REQUIREMENT — Could you reproduce, word for word, everything below from the line containing "<!-- water -->" down to the line containing "424,1 L 445,1", with both of those lines included and no others?
START MATERIAL FOR THIS TASK
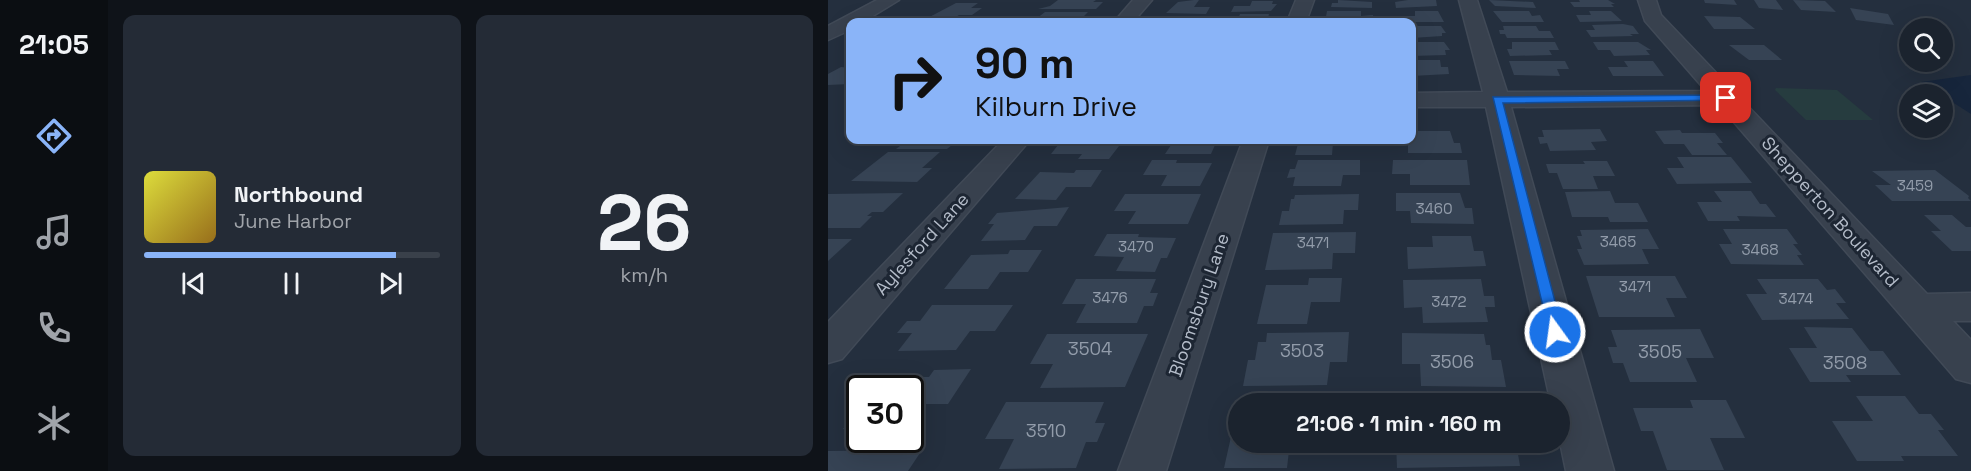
<!DOCTYPE html>
<html lang="en">
<head>
<meta charset="utf-8">
<style>
	:root { --surface:#1b232e; --page:#242b36; --text:#f1f3f6; --muted:#a0a4aa; --line:#39404a; --accent:#8ab4f8 }
	body { margin:0; font-family:"Space Grotesk",sans-serif; background:var(--page); color:var(--text); height:100vh; display:flex; flex-direction:column; font-size:22px; white-space:nowrap }
	* { box-sizing:border-box; margin:0 }
	p { font-size:20px; color:var(--muted) }
	.icon { flex:none; width:33px; height:33px; fill:none; stroke:currentColor; stroke-width:2; stroke-linecap:round; stroke-linejoin:round }
	.map { position:relative; flex:1; overflow:hidden }
	.drawer { display:flex; flex-direction:column; gap:15px; padding:15px; background:#0f1319; width:720px }
	.drawer>* { flex:none }
	.top-card { position:absolute; left:18px; top:18px; width:570px; height:126px; border-radius:12px; box-shadow:0 6px 24px #0002,0 0 0 2px var(--line); background:#8ab4f8; color:#111; overflow:hidden }
	.controls { position:absolute; left:1071px; top:18px; display:grid; gap:12px }
	.controls a { display:grid; place-items:center; width:54px; height:54px; border-radius:50%; background:var(--surface); box-shadow:0 6px 24px #0002,0 0 0 2px var(--line); font-size:30px }
	.speed { position:absolute; left:18px; top:375px; display:flex; gap:12px; font-size:30px; font-weight:700; text-align:center }
	.speed>* { display:grid; place-content:center; width:78px; height:78px; border-radius:50%; background:var(--surface); box-shadow:0 6px 24px #0002,0 0 0 2px var(--line); line-height:1 }
	.speed .limit { border:3px solid #111; border-radius:9px; background:#fff; color:#111 }
	.pin { position:absolute; display:grid; place-items:center; width:51px; height:51px; color:#fff; margin:-26px; border-radius:12px; box-shadow:0 3px 9px #0006 }
	.me { position:absolute; width:66px; margin:-33px; rotate:346deg; stroke-linejoin:round; filter:drop-shadow(0 0 4px #0008) }
	.turn { display:flex; align-items:center; gap:21px; height:126px; padding:0 30px; font-size:27px }
	.turn .icon { width:78px; height:78px; stroke-width:2.5 }
	.turn b { display:block; font-size:42px; line-height:51px }
	.drawer .widget { flex:1; display:flex; flex-direction:column; justify-content:center; gap:9px; min-width:0; padding:0 21px; border-radius:12px; background:var(--page) }
	.drawer .dial { align-items:center; gap:0 }
	.dial b { font-size:78px; line-height:1 }
	.song { display:flex; align-items:center; gap:18px }
	.cover { width:72px; height:72px; border-radius:9px; background:linear-gradient(135deg,hsl(60 70% 55%),hsl(40 70% 35%)) }
	.played { height:6px; border-radius:3px; background:linear-gradient(90deg,var(--accent) 85%,var(--line) 85%) }
	.keys { display:flex; justify-content:space-around; direction:ltr }
	.drawer .tiles { flex:1; display:grid; gap:15px; grid-template-columns:repeat(2,1fr) }
	.trip { position:absolute; left:400px; top:393px; width:342px; height:60px; border-radius:30px; background:var(--surface); box-shadow:0 6px 24px #0002,0 0 0 2px var(--line); font-weight:700; line-height:60px; text-align:center }
	main { display:flex; flex:1; min-height:0 }
	.tab-bar { display:flex; flex-direction:column; width:108px; justify-content:space-around; align-items:center; background:#0b0e12; color:var(--muted) }
	.tab-bar .icon { width:42px; height:42px }
	.tab-bar .selected { color:var(--accent) }
	.tab-bar b { font-size:27px; color:var(--text) }
	.map>svg:first-child { display:block }
</style>
</head>
<body>
<main>
<nav class="tab-bar">
<b>21:05</b>
<svg class="icon selected" aria-label="directions" viewBox="0 0 24 24"><path d="M12 3l9 9-9 9-9-9zM9 14v-3h6M13 9l2 2-2 2"/></svg>
<svg class="icon" aria-label="music" viewBox="0 0 24 24"><path d="M9 18V5l10-2v13"/><circle cx="6" cy="18" r="3"/><circle cx="16" cy="16" r="3"/></svg>
<svg class="icon" aria-label="phone" viewBox="0 0 24 24"><path d="M5 4h4l2 5-3 2q2 4 5 5l2-3 5 2v4C11 20 4 13 5 4z"/></svg>
<svg class="icon" aria-label="climate" viewBox="0 0 24 24"><path d="M12 3v18M4 7l16 10M4 17L20 7"/></svg>
</nav>
<section class="drawer">
<div class="tiles">
<div class="widget">
<div class="song"><i class="cover"></i><div><b>Northbound</b><p>June Harbor</p></div></div>
<div class="played"></div>
<div class="keys"><svg class="icon" aria-label="previous" viewBox="0 0 24 24"><path d="M18 5L8 12l10 7zM5 5v14"/></svg><svg class="icon" aria-label="pause" viewBox="0 0 24 24"><path d="M8 5v14M16 5v14"/></svg><svg class="icon" aria-label="next" viewBox="0 0 24 24"><path d="M6 5l10 7-10 7zM19 5v14"/></svg></div>
</div>
<div class="widget dial"><b>26</b><p>km/h</p></div>
</div>
</section>
<div class="map">
<svg width="1143" height="471" viewBox="0 0 1143 471">
	<rect width="100%" height="100%" fill="#242f3e"/>
	<!-- green -->
	<path fill="#263c3f" d="M 948,88 L 1009,90 L 1045,120 L 978,120 L 947,90 Z"/>
	<!-- water -->
	<path fill="#17263c" d="M 1143,75 L 1143,114 L 1093,82 Z"/>
	<!-- building -->
	<g fill="#364354">
		<path d="M 230,0 L 268,0 L 265,2 L 275,2 L 268,9 L 210,9 L 222,6 Z"/>
		<path d="M 366,0 L 371,0 L 366,7 L 382,7 L 378,14 L 338,13 L 350,2 Z"/>
		<path d="M 510,0 L 544,2 L 544,8 L 503,7 L 504,3 L 510,3 Z"/>
		<path d="M 580,0 L 608,0 L 609,6 L 568,8 L 567,2 Z"/>
		<path d="M 661,0 L 705,2 L 708,8 L 667,6 Z"/>
		<path d="M 751,0 L 780,0 L 787,4 L 783,4 L 786,7 L 746,7 L 742,2 L 752,2 Z"/>
		<path d="M 876,0 L 906,0 L 909,5 L 877,3 Z"/>
		<path d="M 926,0 L 948,0 L 955,10 L 931,8 Z"/>
		<path d="M 965,0 L 997,1 L 1008,12 L 973,10 Z"/>
		<path d="M 424,1 L 445,1 L 444,4 L 449,4 L 443,11 L 403,12 L 406,6 L 422,6 Z"/>
		<path d="M 128,3 L 150,3 L 143,8 L 154,8 L 144,15 L 131,15 L 119,22 L 92,22 Z"/>
		<path d="M 1022,8 L 1060,14 L 1066,25 L 1028,20 Z"/>
		<path d="M 499,11 L 533,11 L 533,16 L 545,15 L 545,22 L 497,22 Z"/>
		<path d="M 587,11 L 610,11 L 616,22 L 573,22 L 572,16 L 587,16 Z"/>
		<path d="M 665,11 L 701,11 L 704,16 L 712,15 L 716,22 L 674,22 Z"/>
		<path d="M 761,11 L 783,11 L 794,21 L 752,22 L 748,15 L 763,15 Z"/>
		<path d="M 217,12 L 260,12 L 254,18 L 258,18 L 253,22 L 204,22 Z"/>
		<path d="M 412,14 L 441,14 L 440,18 L 446,18 L 445,21 L 438,22 L 396,22 L 398,19 L 410,19 Z"/>
		<path d="M 876,16 L 912,17 L 927,29 L 886,29 Z"/>
		<path d="M 333,18 L 365,18 L 362,22 L 322,22 Z"/>
		<path d="M 795,24 L 805,26 L 811,34 L 802,34 L 805,36 L 763,37 L 758,30 L 767,30 L 764,25 Z"/>
		<path d="M 587,26 L 613,26 L 618,33 L 614,33 L 614,36 L 584,38 Z"/>
		<path d="M 675,26 L 708,26 L 711,31 L 722,31 L 726,38 L 679,38 L 677,34 L 672,34 L 671,30 L 676,30 Z"/>
		<path d="M 584,42 L 616,42 L 622,50 L 617,50 L 618,55 L 584,56 Z"/>
		<path d="M 684,42 L 727,42 L 731,50 L 721,50 L 724,55 L 682,56 L 679,49 L 684,49 Z"/>
		<path d="M 765,42 L 810,42 L 823,50 L 818,50 L 822,55 L 786,56 L 782,50 L 770,50 Z"/>
		<path d="M 901,45 L 936,45 L 954,60 L 921,60 Z"/>
		<path d="M 587,60 L 612,60 L 613,67 L 620,67 L 621,74 L 584,76 Z"/>
		<path d="M 681,61 L 737,61 L 741,69 L 729,69 L 732,76 L 686,75 Z"/>
		<path d="M 796,61 L 825,61 L 836,76 L 785,76 L 780,67 L 800,67 Z"/>
		<path d="M 13,67 L 22,68 L 22,84 L 0,85 L 0,74 Z"/>
		<path d="M 772,129 L 779,141 L 763,142 L 768,150 L 722,151 L 719,143 L 712,144 L 710,137 L 716,137 L 714,130 Z"/>
		<path d="M 852,130 L 854,133 L 887,133 L 895,143 L 889,143 L 899,155 L 864,155 L 856,144 L 836,144 L 827,131 Z"/>
		<path d="M 584,131 L 622,131 L 626,143 L 632,143 L 634,153 L 580,153 L 580,144 L 567,144 L 567,140 L 584,140 Z"/>
		<path d="M 80,140 L 130,140 L 119,149 L 68,149 Z"/>
		<path d="M 234,140 L 278,140 L 274,146 L 291,146 L 281,159 L 250,159 L 254,154 L 223,154 Z"/>
		<path d="M 329,140 L 396,140 L 393,145 L 387,145 L 383,154 L 337,154 L 343,145 L 326,145 Z"/>
		<path d="M 471,140 L 527,140 L 527,143 L 505,143 L 504,155 L 467,155 Z"/>
		<path d="M 60,152 L 112,152 L 94,168 L 104,168 L 89,182 L 23,181 Z"/>
		<path d="M 849,157 L 903,157 L 924,183 L 849,184 L 839,168 L 856,168 Z"/>
		<path d="M 324,160 L 349,160 L 348,163 L 384,163 L 372,186 L 333,186 L 339,175 L 315,175 Z"/>
		<path d="M 470,160 L 532,160 L 532,175 L 515,175 L 513,186 L 465,186 L 467,177 L 459,178 L 462,169 L 467,169 Z"/>
		<path d="M 565,160 L 639,160 L 642,185 L 582,185 L 582,174 L 564,174 Z"/>
		<path d="M 755,161 L 779,161 L 787,176 L 765,176 L 770,189 L 735,189 L 729,173 L 721,173 L 718,164 L 757,164 Z"/>
		<path d="M 248,170 L 274,170 L 263,187 L 238,187 L 228,200 L 187,199 L 212,172 L 246,173 Z"/>
		<path d="M 1107,170 L 1141,196 L 1140,198 L 1143,201 L 1064,201 L 1047,185 L 1063,185 L 1044,171 Z"/>
		<path d="M 782,191 L 787,203 L 810,203 L 820,222 L 782,222 L 780,217 L 744,217 L 737,192 Z"/>
		<path d="M 886,191 L 923,191 L 932,204 L 938,204 L 948,217 L 909,216 L 912,221 L 880,221 L 869,202 L 894,202 Z"/>
		<path d="M 75,193 L 55,212 L 44,212 L 39,216 L 44,216 L 32,228 L 0,228 L 0,194 Z"/>
		<path d="M 568,193 L 632,193 L 637,208 L 644,208 L 646,224 L 583,223 L 582,211 L 568,211 Z"/>
		<path d="M 297,194 L 373,194 L 360,224 L 300,224 L 308,211 L 286,211 Z"/>
		<path d="M 531,194 L 530,210 L 516,210 L 515,224 L 451,225 L 454,211 L 461,211 L 463,199 L 466,199 L 467,195 Z"/>
		<path d="M 241,207 L 229,226 L 206,226 L 197,240 L 153,241 L 166,224 L 160,224 L 169,213 Z"/>
		<path d="M 1096,215 L 1124,215 L 1138,227 L 1143,227 L 1143,251 L 1124,251 L 1103,231 L 1113,231 Z"/>
		<path d="M 820,229 L 831,249 L 814,249 L 821,264 L 756,265 L 749,249 L 754,249 L 749,236 L 754,236 L 752,230 Z"/>
		<path d="M 895,229 L 959,229 L 970,244 L 965,244 L 974,255 L 969,255 L 976,265 L 903,264 L 891,244 L 904,244 Z"/>
		<path d="M 528,232 L 527,253 L 505,253 L 504,269 L 437,270 L 445,233 Z"/>
		<path d="M 279,234 L 311,234 L 310,237 L 348,238 L 339,258 L 333,258 L 327,272 L 288,271 L 296,257 L 266,256 Z"/>
		<path d="M 604,236 L 643,236 L 646,251 L 655,251 L 658,266 L 580,269 L 579,247 L 605,247 Z"/>
		<path d="M 0,239 L 24,239 L 0,261 Z"/>
		<path d="M 182,250 L 214,250 L 200,272 L 172,272 L 160,289 L 116,289 L 143,255 L 180,254 Z"/>
		<path d="M 758,276 L 847,276 L 859,298 L 838,298 L 847,317 L 771,317 Z"/>
		<path d="M 481,278 L 514,278 L 512,302 L 483,302 L 479,324 L 429,324 L 438,285 L 480,285 Z"/>
		<path d="M 248,279 L 328,279 L 322,293 L 330,293 L 325,306 L 316,306 L 309,323 L 248,323 L 258,304 L 234,304 Z"/>
		<path d="M 653,279 L 656,296 L 666,296 L 667,307 L 657,307 L 660,322 L 595,323 L 594,307 L 576,308 L 575,280 Z"/>
		<path d="M 929,279 L 990,279 L 999,290 L 1007,289 L 1018,303 L 1008,303 L 1021,319 L 934,320 L 918,294 L 939,294 Z"/>
		<path d="M 104,305 L 185,305 L 167,331 L 142,331 L 128,350 L 70,351 L 84,333 L 69,333 L 79,321 L 92,321 Z"/>
		<path d="M 976,327 L 1024,328 L 1042,351 L 1055,351 L 1073,375 L 1018,375 L 1023,382 L 982,382 L 961,348 L 989,348 Z"/>
		<path d="M 872,329 L 886,358 L 858,358 L 869,382 L 802,382 L 795,363 L 785,363 L 780,347 L 789,347 L 783,330 Z"/>
		<path d="M 521,332 L 519,362 L 502,362 L 499,385 L 415,386 L 420,360 L 427,360 L 430,342 L 438,342 L 439,333 Z"/>
		<path d="M 574,333 L 656,334 L 658,345 L 662,345 L 664,360 L 673,360 L 678,387 L 593,386 L 592,364 L 574,364 Z"/>
		<path d="M 219,334 L 320,334 L 297,387 L 212,388 L 225,364 L 202,364 Z"/>
		<path d="M 143,369 L 120,404 L 88,404 L 82,411 L 82,388 L 36,388 L 45,377 L 101,377 L 106,370 Z"/>
		<path d="M 1028,396 L 1077,396 L 1091,414 L 1103,414 L 1116,430 L 1110,430 L 1130,456 L 1073,456 L 1076,461 L 1029,461 L 1004,421 L 1045,421 Z"/>
		<path d="M 463,399 L 503,399 L 503,404 L 462,404 Z"/>
		<path d="M 862,400 L 898,400 L 917,438 L 882,438 L 896,470 L 839,470 L 825,431 L 813,431 L 805,408 L 865,408 Z"/>
		<path d="M 178,402 L 276,402 L 267,423 L 277,423 L 269,442 L 258,442 L 248,468 L 171,469 L 186,439 L 157,439 Z"/>
		<path d="M 32,408 L 32,429 L 15,429 Z"/>
		<path d="M 409,410 L 411,410 L 411,442 L 462,442 L 459,468 L 396,468 Z"/>
		<path d="M 568,442 L 688,442 L 692,466 L 569,468 Z"/>
		<path d="M 94,450 L 80,471 L 0,471 L 0,451 Z"/>
	</g>
	<g fill="none" stroke-linecap="round" stroke-linejoin="round">
		<!-- street casing -->
		<g stroke="#414a57" stroke-width="3">
			<g id="street">
				<path d="M 49,0 L 71,0 L 35,22 L 22,22 L 22,30 L 0,40 L 0,26 Z"/>
				<path d="M 305,0 L 324,0 L 305,22 L 286,22 Z"/>
				<path d="M 468,0 L 486,0 L 478,22 L 459,22 Z"/>
				<path d="M 631,0 L 649,0 L 679,92 L 878,91 L 817,21 L 810,0 L 828,0 L 833,15 L 1099,294 L 1143,293 L 1143,321 L 1125,321 L 1143,340 L 1143,383 L 1128,379 L 891,105 L 683,107 L 786,471 L 738,471 L 732,442 L 732,404 L 723,404 L 658,107 L 584,107 L 584,93 L 655,92 Z"/>
				<path d="M 175,140 L 202,140 L 14,359 L 0,363 L 0,322 Z"/>
				<path d="M 415,140 L 441,140 L 338,471 L 290,471 Z"/>
			</g>
		</g>
		<!-- street -->
		<use href="#street" fill="#38414e" fill-rule="evenodd"/>
	</g>
	<!-- route -->
	<path fill="#1a73e8" stroke="#114b97" stroke-width="1.5" d="M 898,95 L 903,98 L 902,100 L 675,103 L 735,332 L 733,336 L 722,336 L 665,97 Z"/>
	<g text-anchor="middle" stroke-width="6" stroke-linejoin="round" paint-order="stroke">
		<!-- number labels -->
		<g font-size="15" fill="#929caa">
			<text x="1087" y="191">3459</text>
			<text x="606" y="214">3460</text>
			<text x="790" y="247">3465</text>
			<text x="485" y="248">3471</text>
			<text x="308" y="252">3470</text>
			<text x="932" y="255">3468</text>
			<text x="807" y="292">3471</text>
			<text x="282" y="303">3476</text>
			<text x="968" y="304">3474</text>
			<text x="621" y="307">3472</text>
		</g>
		<!-- street labels -->
		<g font-size="18" fill="#b4bcc9" stroke="#1d2633">
			<text transform="translate(1002 212) rotate(48)" y="6">Shepperton Boulevard</text>
			<text transform="translate(94 244) rotate(-48)" y="6">Aylesford Lane</text>
			<text transform="translate(371 305) rotate(-71)" y="6">Bloomsbury Lane</text>
		</g>
		<!-- near-number labels -->
		<g font-size="18" fill="#929caa">
			<text x="262" y="355">3504</text>
			<text x="474" y="357">3503</text>
			<text x="832" y="358">3505</text>
			<text x="624" y="368">3506</text>
			<text x="1017" y="369">3508</text>
			<text x="218" y="437">3510</text>
		</g>
	</g>
</svg>
<div class="controls">
<a><svg class="icon" aria-label="search" viewBox="0 0 24 24"><circle cx="10" cy="10" r="6"/><path d="M15 15l6 6"/></svg></a>
<a><svg class="icon" aria-label="layers" viewBox="0 0 24 24"><path d="M12 4l9 5-9 5-9-5zM3 14l9 5 9-5"/></svg></a>
</div>
<div class="speed"><div class="limit">30</div></div>
<div class="pin" style="left:898px;top:98px;background:#d93025"><svg class="icon" aria-label="arrive" viewBox="0 0 24 24"><path d="M6 21V4h12l-3 4 3 4H6"/></svg></div>
<svg class="me" style="left:727px;top:332px" viewBox="-20 -20 40 40"><circle r="17" fill="#1a73e8" stroke="#fff" stroke-width="3"/><path d="M0-11L8 9 0 5-8 9z" fill="#fff"/></svg>
<div class="trip">21:06 · 1 min · 160 m</div>
<div class="top-card">
<div class="turn"><svg class="icon" aria-label="right" viewBox="0 0 24 24"><path d="M7 20v-9h11M14 6l5 5-5 5"/></svg><div><b>90 m</b>Kilburn Drive</div></div>
</div>
</div>
</main>
</body>
</html>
END MATERIAL FOR THIS TASK
OUTPUT —
	<!-- water -->
	<path fill="#17263c" d="M 1143,75 L 1143,114 L 1093,82 Z"/>
	<!-- building -->
	<g fill="#364354">
		<path d="M 230,0 L 268,0 L 265,2 L 275,2 L 268,9 L 210,9 L 222,6 Z"/>
		<path d="M 366,0 L 371,0 L 366,7 L 382,7 L 378,14 L 338,13 L 350,2 Z"/>
		<path d="M 510,0 L 544,2 L 544,8 L 503,7 L 504,3 L 510,3 Z"/>
		<path d="M 580,0 L 608,0 L 609,6 L 568,8 L 567,2 Z"/>
		<path d="M 661,0 L 705,2 L 708,8 L 667,6 Z"/>
		<path d="M 751,0 L 780,0 L 787,4 L 783,4 L 786,7 L 746,7 L 742,2 L 752,2 Z"/>
		<path d="M 876,0 L 906,0 L 909,5 L 877,3 Z"/>
		<path d="M 926,0 L 948,0 L 955,10 L 931,8 Z"/>
		<path d="M 965,0 L 997,1 L 1008,12 L 973,10 Z"/>
		<path d="M 424,1 L 445,1 L 444,4 L 449,4 L 443,11 L 403,12 L 406,6 L 422,6 Z"/>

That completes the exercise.